_Your assignment:_ Output the records exactly. Include every line.

Collected data entries
------------
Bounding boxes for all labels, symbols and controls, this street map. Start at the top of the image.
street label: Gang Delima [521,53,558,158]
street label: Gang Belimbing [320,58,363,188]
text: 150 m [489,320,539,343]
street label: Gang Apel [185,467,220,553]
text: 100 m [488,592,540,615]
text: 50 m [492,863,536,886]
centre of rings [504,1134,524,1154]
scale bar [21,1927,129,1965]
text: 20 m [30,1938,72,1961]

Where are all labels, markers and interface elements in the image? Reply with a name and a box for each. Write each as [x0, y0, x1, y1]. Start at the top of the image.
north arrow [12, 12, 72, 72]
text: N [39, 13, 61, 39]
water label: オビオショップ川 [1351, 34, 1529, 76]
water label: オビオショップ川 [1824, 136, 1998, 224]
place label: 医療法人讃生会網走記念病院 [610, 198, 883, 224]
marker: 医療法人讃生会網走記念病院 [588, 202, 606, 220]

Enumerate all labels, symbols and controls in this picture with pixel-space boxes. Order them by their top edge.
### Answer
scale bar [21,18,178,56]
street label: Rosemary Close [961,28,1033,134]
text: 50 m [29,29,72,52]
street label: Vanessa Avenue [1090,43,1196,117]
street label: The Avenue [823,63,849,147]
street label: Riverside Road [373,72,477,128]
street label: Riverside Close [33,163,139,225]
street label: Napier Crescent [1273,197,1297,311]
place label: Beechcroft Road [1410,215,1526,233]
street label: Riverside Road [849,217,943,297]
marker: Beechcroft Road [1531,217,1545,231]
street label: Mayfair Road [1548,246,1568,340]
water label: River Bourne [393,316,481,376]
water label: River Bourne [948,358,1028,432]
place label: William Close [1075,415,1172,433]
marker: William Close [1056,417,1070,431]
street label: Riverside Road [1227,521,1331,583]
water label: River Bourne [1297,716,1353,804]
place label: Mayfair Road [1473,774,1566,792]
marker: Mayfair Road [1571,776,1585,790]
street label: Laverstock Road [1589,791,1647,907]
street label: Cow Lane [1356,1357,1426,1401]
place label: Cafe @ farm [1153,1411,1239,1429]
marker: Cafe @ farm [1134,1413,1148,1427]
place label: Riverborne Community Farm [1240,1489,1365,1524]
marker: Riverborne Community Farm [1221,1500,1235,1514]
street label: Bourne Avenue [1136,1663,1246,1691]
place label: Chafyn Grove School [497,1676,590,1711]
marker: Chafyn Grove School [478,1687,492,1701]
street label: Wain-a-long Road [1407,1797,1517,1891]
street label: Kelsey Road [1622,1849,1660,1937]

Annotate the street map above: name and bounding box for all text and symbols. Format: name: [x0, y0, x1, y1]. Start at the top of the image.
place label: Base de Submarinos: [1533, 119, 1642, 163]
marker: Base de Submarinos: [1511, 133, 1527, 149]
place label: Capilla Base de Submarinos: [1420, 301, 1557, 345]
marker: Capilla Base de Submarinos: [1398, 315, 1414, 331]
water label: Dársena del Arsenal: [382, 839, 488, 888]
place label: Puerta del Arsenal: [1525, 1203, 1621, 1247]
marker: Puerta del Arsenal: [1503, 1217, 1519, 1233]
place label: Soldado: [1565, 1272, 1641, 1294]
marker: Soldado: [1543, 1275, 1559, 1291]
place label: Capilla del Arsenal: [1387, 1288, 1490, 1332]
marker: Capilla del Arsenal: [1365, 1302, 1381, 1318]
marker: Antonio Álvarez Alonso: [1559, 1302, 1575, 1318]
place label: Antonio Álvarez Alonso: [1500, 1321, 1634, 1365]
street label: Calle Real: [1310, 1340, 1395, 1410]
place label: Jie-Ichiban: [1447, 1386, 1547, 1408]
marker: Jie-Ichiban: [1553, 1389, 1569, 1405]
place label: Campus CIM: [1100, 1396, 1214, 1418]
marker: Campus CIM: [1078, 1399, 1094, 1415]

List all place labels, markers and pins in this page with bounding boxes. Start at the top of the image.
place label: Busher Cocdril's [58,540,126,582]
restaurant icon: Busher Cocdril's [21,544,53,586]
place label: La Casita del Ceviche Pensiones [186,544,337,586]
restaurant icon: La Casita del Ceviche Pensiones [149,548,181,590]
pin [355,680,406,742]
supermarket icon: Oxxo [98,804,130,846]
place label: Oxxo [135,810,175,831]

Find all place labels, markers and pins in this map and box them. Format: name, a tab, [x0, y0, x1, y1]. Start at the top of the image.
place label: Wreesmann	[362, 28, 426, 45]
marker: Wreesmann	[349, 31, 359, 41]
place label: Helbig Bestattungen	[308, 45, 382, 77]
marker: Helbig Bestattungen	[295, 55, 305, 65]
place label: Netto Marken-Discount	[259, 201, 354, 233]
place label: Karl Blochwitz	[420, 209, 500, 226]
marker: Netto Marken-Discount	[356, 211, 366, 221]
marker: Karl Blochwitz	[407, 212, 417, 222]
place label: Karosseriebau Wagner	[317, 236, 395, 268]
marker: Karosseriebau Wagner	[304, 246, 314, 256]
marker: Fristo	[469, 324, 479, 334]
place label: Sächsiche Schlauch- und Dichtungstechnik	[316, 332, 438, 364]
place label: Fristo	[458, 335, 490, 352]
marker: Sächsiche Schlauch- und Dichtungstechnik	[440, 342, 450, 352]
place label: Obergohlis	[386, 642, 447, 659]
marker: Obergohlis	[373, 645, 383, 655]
------------
_Answer area:_
Bounding boxes for all labels, symbols and controls, this street map. Start at the top of the image.
street label: Gang Delima [521,53,558,158]
street label: Gang Belimbing [320,58,363,188]
text: 150 m [489,320,539,343]
street label: Gang Apel [185,467,220,553]
text: 100 m [488,592,540,615]
text: 50 m [492,863,536,886]
centre of rings [504,1134,524,1154]
scale bar [21,1927,129,1965]
text: 20 m [30,1938,72,1961]

Where are all labels, markers and interface elements in the image? Reply with a name and a box for each. Write each as [x0, y0, x1, y1]. Start at the top of the image.
north arrow [12, 12, 72, 72]
text: N [39, 13, 61, 39]
water label: オビオショップ川 [1351, 34, 1529, 76]
water label: オビオショップ川 [1824, 136, 1998, 224]
place label: 医療法人讃生会網走記念病院 [610, 198, 883, 224]
marker: 医療法人讃生会網走記念病院 [588, 202, 606, 220]

Enumerate all labels, symbols and controls in this picture with pixel-space boxes. Order them by their top edge.
### Answer
scale bar [21,18,178,56]
street label: Rosemary Close [961,28,1033,134]
text: 50 m [29,29,72,52]
street label: Vanessa Avenue [1090,43,1196,117]
street label: The Avenue [823,63,849,147]
street label: Riverside Road [373,72,477,128]
street label: Riverside Close [33,163,139,225]
street label: Napier Crescent [1273,197,1297,311]
place label: Beechcroft Road [1410,215,1526,233]
street label: Riverside Road [849,217,943,297]
marker: Beechcroft Road [1531,217,1545,231]
street label: Mayfair Road [1548,246,1568,340]
water label: River Bourne [393,316,481,376]
water label: River Bourne [948,358,1028,432]
place label: William Close [1075,415,1172,433]
marker: William Close [1056,417,1070,431]
street label: Riverside Road [1227,521,1331,583]
water label: River Bourne [1297,716,1353,804]
place label: Mayfair Road [1473,774,1566,792]
marker: Mayfair Road [1571,776,1585,790]
street label: Laverstock Road [1589,791,1647,907]
street label: Cow Lane [1356,1357,1426,1401]
place label: Cafe @ farm [1153,1411,1239,1429]
marker: Cafe @ farm [1134,1413,1148,1427]
place label: Riverborne Community Farm [1240,1489,1365,1524]
marker: Riverborne Community Farm [1221,1500,1235,1514]
street label: Bourne Avenue [1136,1663,1246,1691]
place label: Chafyn Grove School [497,1676,590,1711]
marker: Chafyn Grove School [478,1687,492,1701]
street label: Wain-a-long Road [1407,1797,1517,1891]
street label: Kelsey Road [1622,1849,1660,1937]

Annotate the street map above: name and bounding box for all text and symbols. Format: name: [x0, y0, x1, y1]. Start at the top of the image.
place label: Base de Submarinos: [1533, 119, 1642, 163]
marker: Base de Submarinos: [1511, 133, 1527, 149]
place label: Capilla Base de Submarinos: [1420, 301, 1557, 345]
marker: Capilla Base de Submarinos: [1398, 315, 1414, 331]
water label: Dársena del Arsenal: [382, 839, 488, 888]
place label: Puerta del Arsenal: [1525, 1203, 1621, 1247]
marker: Puerta del Arsenal: [1503, 1217, 1519, 1233]
place label: Soldado: [1565, 1272, 1641, 1294]
marker: Soldado: [1543, 1275, 1559, 1291]
place label: Capilla del Arsenal: [1387, 1288, 1490, 1332]
marker: Capilla del Arsenal: [1365, 1302, 1381, 1318]
marker: Antonio Álvarez Alonso: [1559, 1302, 1575, 1318]
place label: Antonio Álvarez Alonso: [1500, 1321, 1634, 1365]
street label: Calle Real: [1310, 1340, 1395, 1410]
place label: Jie-Ichiban: [1447, 1386, 1547, 1408]
marker: Jie-Ichiban: [1553, 1389, 1569, 1405]
place label: Campus CIM: [1100, 1396, 1214, 1418]
marker: Campus CIM: [1078, 1399, 1094, 1415]

List all place labels, markers and pins in this page with bounding boxes. Start at the top of the image.
place label: Busher Cocdril's [58,540,126,582]
restaurant icon: Busher Cocdril's [21,544,53,586]
place label: La Casita del Ceviche Pensiones [186,544,337,586]
restaurant icon: La Casita del Ceviche Pensiones [149,548,181,590]
pin [355,680,406,742]
supermarket icon: Oxxo [98,804,130,846]
place label: Oxxo [135,810,175,831]

Find all place labels, markers and pins in this map and box them. Format: name, a tab, [x0, y0, x1, y1]. Start at the top of the image.
place label: Wreesmann	[362, 28, 426, 45]
marker: Wreesmann	[349, 31, 359, 41]
place label: Helbig Bestattungen	[308, 45, 382, 77]
marker: Helbig Bestattungen	[295, 55, 305, 65]
place label: Netto Marken-Discount	[259, 201, 354, 233]
place label: Karl Blochwitz	[420, 209, 500, 226]
marker: Netto Marken-Discount	[356, 211, 366, 221]
marker: Karl Blochwitz	[407, 212, 417, 222]
place label: Karosseriebau Wagner	[317, 236, 395, 268]
marker: Karosseriebau Wagner	[304, 246, 314, 256]
marker: Fristo	[469, 324, 479, 334]
place label: Sächsiche Schlauch- und Dichtungstechnik	[316, 332, 438, 364]
place label: Fristo	[458, 335, 490, 352]
marker: Sächsiche Schlauch- und Dichtungstechnik	[440, 342, 450, 352]
place label: Obergohlis	[386, 642, 447, 659]
marker: Obergohlis	[373, 645, 383, 655]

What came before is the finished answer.